TRNA splicing endonuclease subunit 54 is a protein that in humans is encoded by the TSEN54 gene.

Function
This gene encodes a subunit of the tRNA splicing endonuclease complex, which catalyzes the removal of introns from precursor tRNAs. The complex is also implicated in pre-mRNA 3-prime end processing.

Clinical significance

Mutations in this gene result in pontocerebellar hypoplasia type 2. Sepahvand et al. declared that due to the greatly overlapped phenotypes with well‐described types of PCH, e.g. PCH2, PCH4, and PCH5, "TSENopathies" term should be used which encompasses all described phenotypes of PCHs.
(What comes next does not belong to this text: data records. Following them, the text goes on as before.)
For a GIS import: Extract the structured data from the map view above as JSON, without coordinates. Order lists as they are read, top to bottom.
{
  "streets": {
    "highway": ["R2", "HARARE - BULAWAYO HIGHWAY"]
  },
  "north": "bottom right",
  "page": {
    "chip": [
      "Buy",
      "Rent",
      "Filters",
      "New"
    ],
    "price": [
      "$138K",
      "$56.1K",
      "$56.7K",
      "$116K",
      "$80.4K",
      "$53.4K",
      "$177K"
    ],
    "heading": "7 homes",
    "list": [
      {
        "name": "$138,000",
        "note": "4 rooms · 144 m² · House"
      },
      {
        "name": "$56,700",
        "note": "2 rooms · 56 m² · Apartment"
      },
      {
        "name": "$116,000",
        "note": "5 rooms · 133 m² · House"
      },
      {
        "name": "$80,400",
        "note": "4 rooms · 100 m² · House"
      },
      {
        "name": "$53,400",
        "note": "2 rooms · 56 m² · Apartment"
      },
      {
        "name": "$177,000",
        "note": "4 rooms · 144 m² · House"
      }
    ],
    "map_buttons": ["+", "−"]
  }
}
They also reported an infratentorial chronic subdural hematoma was detected next to the Galen vein that had been developed in the line of anterior flax, supra‐ and infratentorial atrophy, hypoplasia of the pons, cerebellum and corpus callosum, delayed cerebral myelination and gray and white matter volume loss, absent folding of the olivary nucleus, and loss of transverse fibers of the pons. An extra-axial CSF space was also evident due to brain atrophy. Two novel phenotype was also reported by Sepahvand et al. as structural heart diseases including a large patent foramen ovale (>23 microbubbles), patent ductus arteriosus, and mild tricuspid and mitral valve regurgitations, and a bilaterally moderate sensorineural hearing loss.